Doctrine-Driven Development: Shipping Production AI Without Writing the Code
I'm a wedding venue owner who built a production AI platform without writing the code myself. Not because I was coasting on agents - because I wrote the spec so tightly that the code became the easy part.
Bloom is a venue intelligence platform now in active build across four tiers, with prompt versioning, dual-provider fallback, a four-character cross-tier audit framework, and a 2,700-line living architecture doctrine that gets fed to Claude Code at the start of every session. The doctrine isn't documentation. It's the spec, the test plan, the security policy, and the cost ceiling, all in one place, all under version control, all enforced by audit.
This talk is about what I've learned doing it: where doctrine-driven development actually works, where it falls apart, and what the real failure modes look like when the founder is the architect and the model is the contractor.
I'll walk through three specific findings from a recent audit - an AI name leak that was worse than the doctrine tracker indicated, an inquiry-date recomputation gap, and a cost ceiling enforcement hole — and what each one taught me about the limits of writing your way to correctness.
The audience leaves with a concrete framework for treating prompts as governed artifacts: versioned, audited, fallback-protected, and tied to enforceable cost and security boundaries. Useful Monday morning whether you're a non-engineer founder or an engineering lead trying to bring AI work under the same discipline as the rest of your stack.

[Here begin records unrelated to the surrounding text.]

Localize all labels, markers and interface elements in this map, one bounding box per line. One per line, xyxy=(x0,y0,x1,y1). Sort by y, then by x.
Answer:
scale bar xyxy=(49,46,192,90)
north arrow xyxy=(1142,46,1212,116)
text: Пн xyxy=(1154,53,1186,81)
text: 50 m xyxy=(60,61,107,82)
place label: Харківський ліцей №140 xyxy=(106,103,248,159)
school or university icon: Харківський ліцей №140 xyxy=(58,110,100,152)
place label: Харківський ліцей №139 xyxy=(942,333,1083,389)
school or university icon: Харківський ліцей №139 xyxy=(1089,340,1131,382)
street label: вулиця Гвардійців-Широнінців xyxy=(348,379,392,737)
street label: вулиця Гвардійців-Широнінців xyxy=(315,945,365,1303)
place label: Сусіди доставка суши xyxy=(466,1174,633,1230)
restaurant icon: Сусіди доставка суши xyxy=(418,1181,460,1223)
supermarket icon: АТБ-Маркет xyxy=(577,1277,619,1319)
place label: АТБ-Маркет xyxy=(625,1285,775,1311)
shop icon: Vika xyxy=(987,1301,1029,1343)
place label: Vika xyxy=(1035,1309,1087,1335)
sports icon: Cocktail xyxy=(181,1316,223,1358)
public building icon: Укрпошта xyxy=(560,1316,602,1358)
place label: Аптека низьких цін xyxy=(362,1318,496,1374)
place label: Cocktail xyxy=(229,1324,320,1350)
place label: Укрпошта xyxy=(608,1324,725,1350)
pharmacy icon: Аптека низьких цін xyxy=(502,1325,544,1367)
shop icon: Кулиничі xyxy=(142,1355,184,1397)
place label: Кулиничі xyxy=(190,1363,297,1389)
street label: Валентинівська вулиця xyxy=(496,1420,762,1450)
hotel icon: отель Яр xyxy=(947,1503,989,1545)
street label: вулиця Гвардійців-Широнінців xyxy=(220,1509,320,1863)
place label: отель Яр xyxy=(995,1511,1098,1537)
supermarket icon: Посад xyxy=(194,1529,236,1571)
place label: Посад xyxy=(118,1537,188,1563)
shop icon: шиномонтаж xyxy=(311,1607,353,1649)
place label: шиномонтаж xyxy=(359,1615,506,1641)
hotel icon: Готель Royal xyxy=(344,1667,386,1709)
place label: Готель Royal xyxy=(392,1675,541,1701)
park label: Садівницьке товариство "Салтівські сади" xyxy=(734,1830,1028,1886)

Why me, why this audience:
I'm not pitching a product. I'm an operator with a build I can show, in a category - vertical AI for a regulated, relationship-heavy industry - that the DC audience will recognize structurally even if the surface domain is unfamiliar. Wedding venues aren't federal agencies, but the constraints rhyme: irreplaceable transactions, low tolerance for AI failure modes, real money on the line, and no appetite for "the model hallucinated" as an answer.
I live in Rixeyville, Virginia. Inside the 100-mile radius.